[Saved data entries]
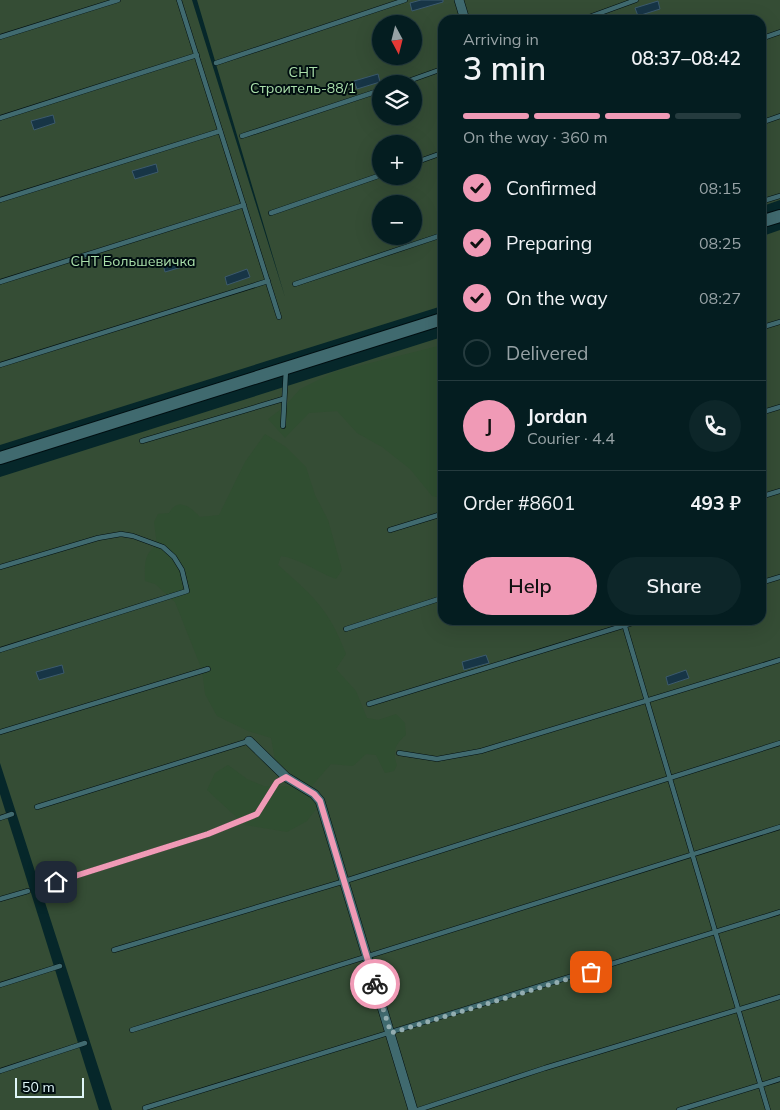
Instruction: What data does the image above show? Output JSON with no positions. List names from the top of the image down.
{
  "parks": ["СНТ Строитель-88/1", "СНТ Большевичка"],
  "scale_bar": "50 m",
  "north": "bottom",
  "page": {
    "map_buttons": ["+", "−"],
    "heading": ["3 min", "Arriving in", "08:37–08:42"],
    "panel": [
      "Jordan",
      "Courier · 4.4",
      "Order #8601",
      "493 ₽"
    ],
    "bar": "On the way · 360 m",
    "list": [
      ["Confirmed", "08:15"],
      ["Preparing", "08:25"],
      ["On the way", "08:27"],
      "Delivered"
    ],
    "round": "J",
    "buttons": ["Help", "Share"],
    "scale": "50 m"
  }
}
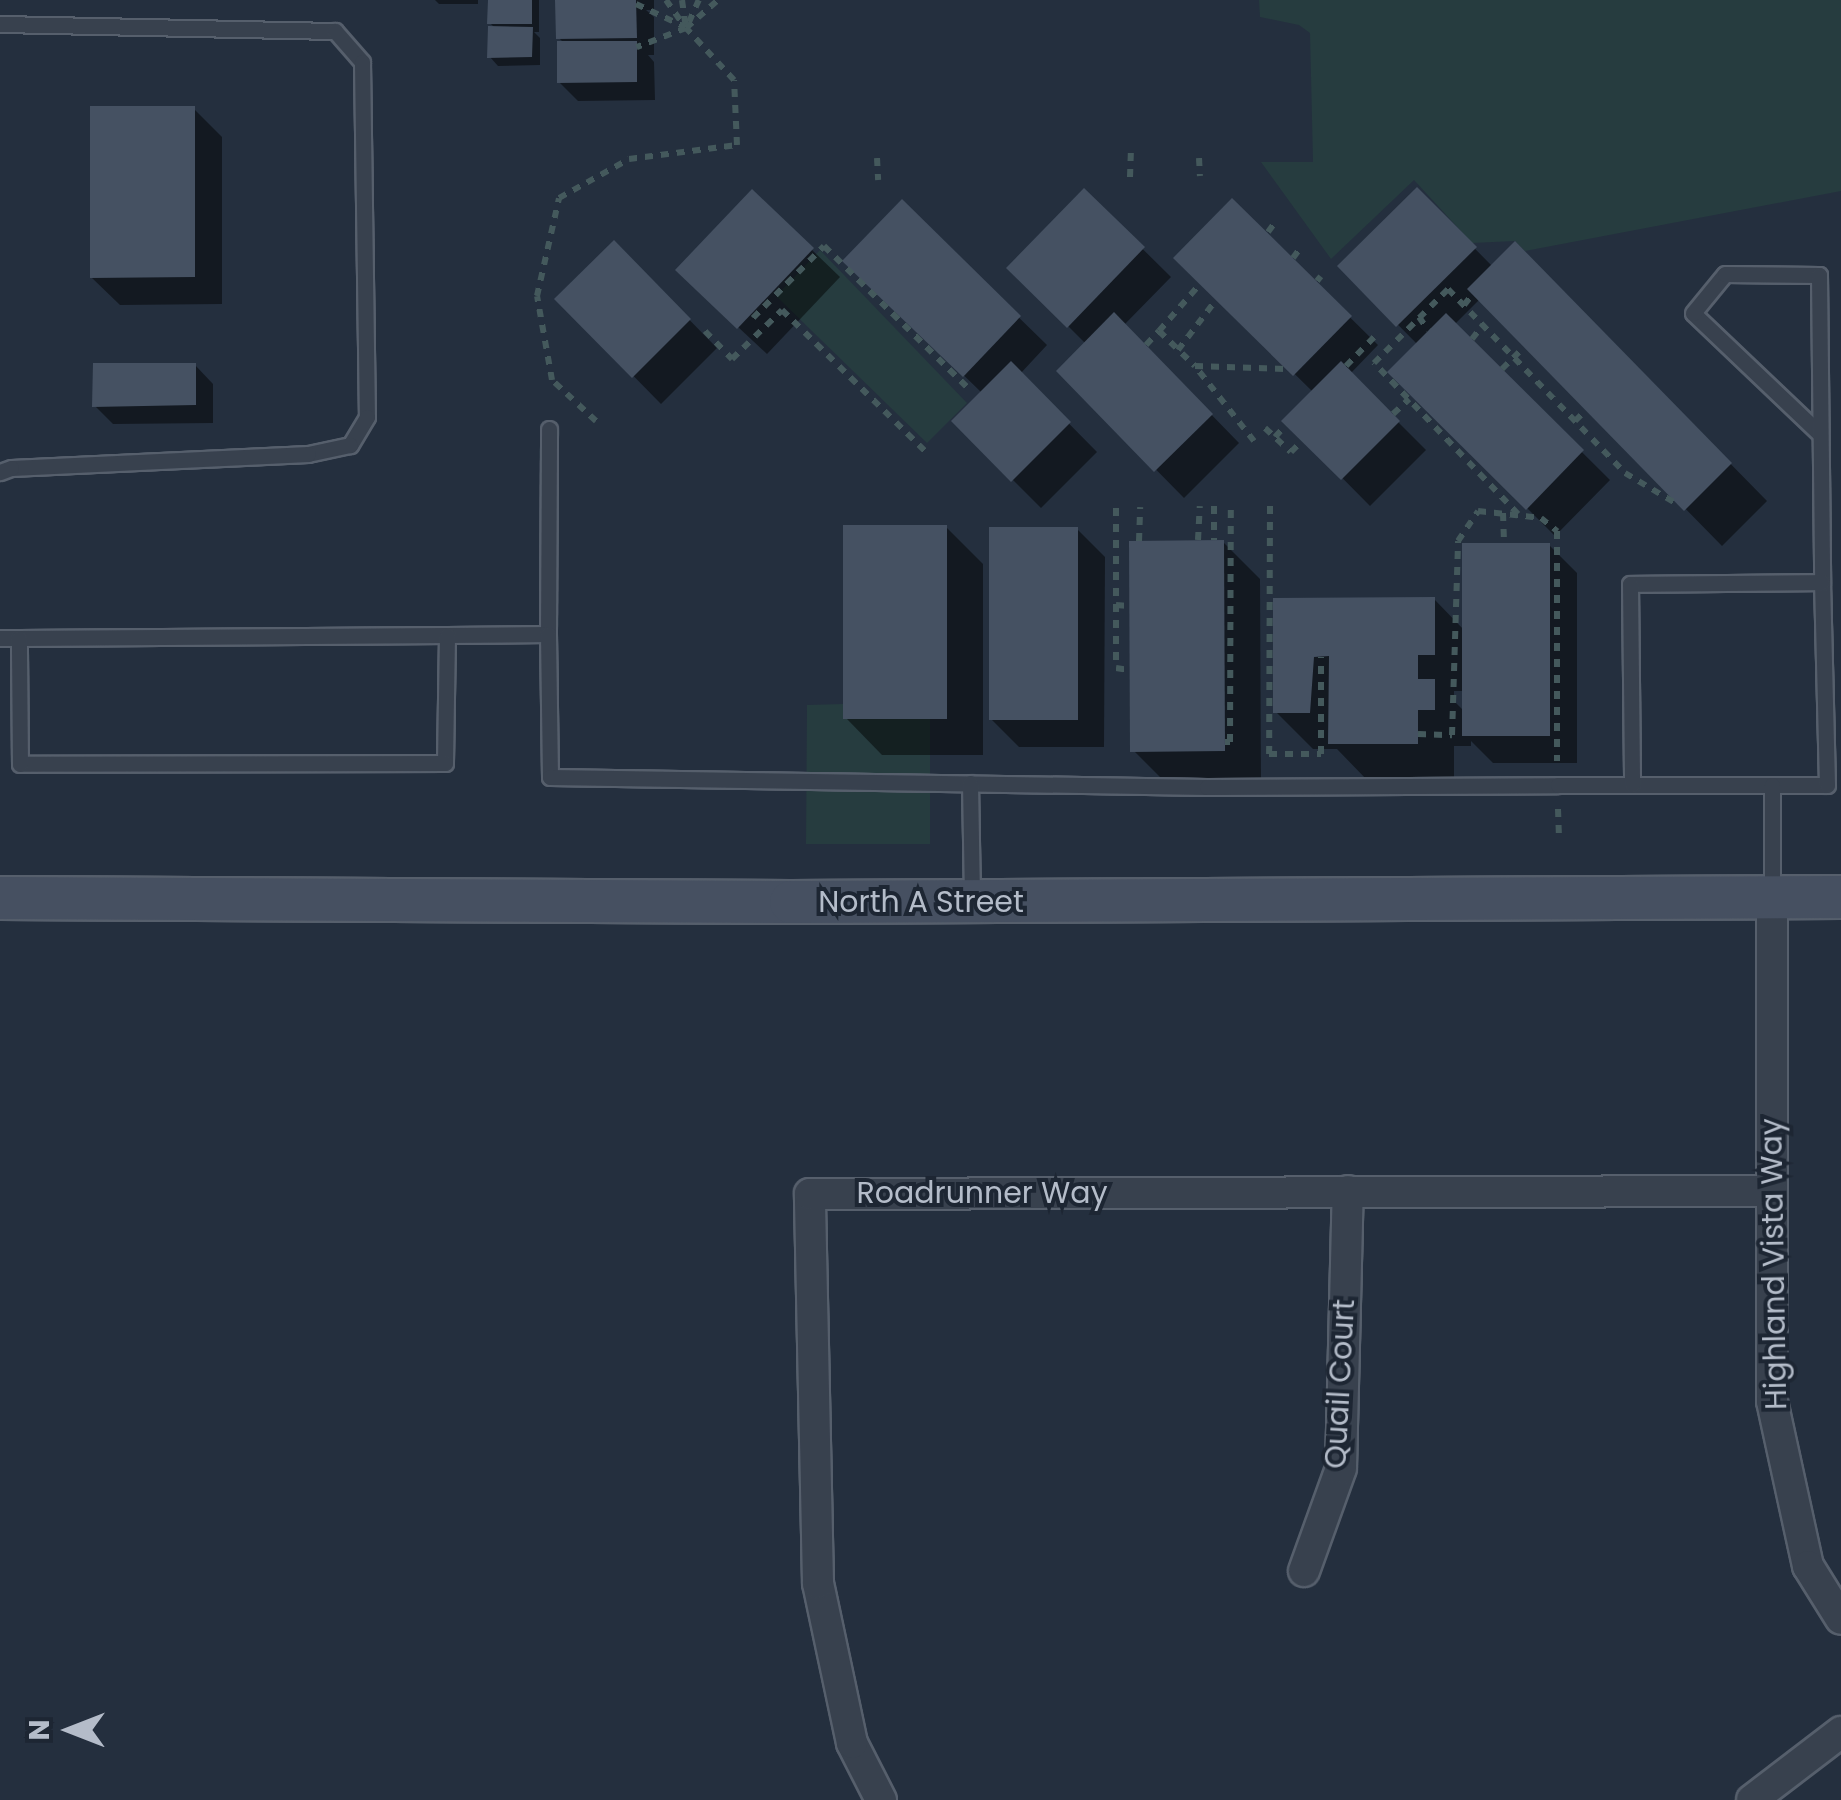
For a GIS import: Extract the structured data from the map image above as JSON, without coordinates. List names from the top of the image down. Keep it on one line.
{"streets":{"main road":["North A Street"],"street":["Roadrunner Way","Highland Vista Way","Quail Court"]},"crossings":[["North A Street","Highland Vista Way"],["Roadrunner Way","Highland Vista Way"],["Roadrunner Way","Quail Court"]],"north":"left"}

* **ABOUT THIS TASK**:
Give the records back exactly. Leave the pictures out.

* **ANSWER FOR THIS EXERCISE**:
Instruction: What data does the image above show? Output JSON with no positions. List names from the top of the image down.
{
  "parks": ["СНТ Строитель-88/1", "СНТ Большевичка"],
  "scale_bar": "50 m",
  "north": "bottom",
  "page": {
    "map_buttons": ["+", "−"],
    "heading": ["3 min", "Arriving in", "08:37–08:42"],
    "panel": [
      "Jordan",
      "Courier · 4.4",
      "Order #8601",
      "493 ₽"
    ],
    "bar": "On the way · 360 m",
    "list": [
      ["Confirmed", "08:15"],
      ["Preparing", "08:25"],
      ["On the way", "08:27"],
      "Delivered"
    ],
    "round": "J",
    "buttons": ["Help", "Share"],
    "scale": "50 m"
  }
}
For a GIS import: Extract the structured data from the map image above as JSON, without coordinates. List names from the top of the image down. Keep it on one line.
{"streets":{"main road":["North A Street"],"street":["Roadrunner Way","Highland Vista Way","Quail Court"]},"crossings":[["North A Street","Highland Vista Way"],["Roadrunner Way","Highland Vista Way"],["Roadrunner Way","Quail Court"]],"north":"left"}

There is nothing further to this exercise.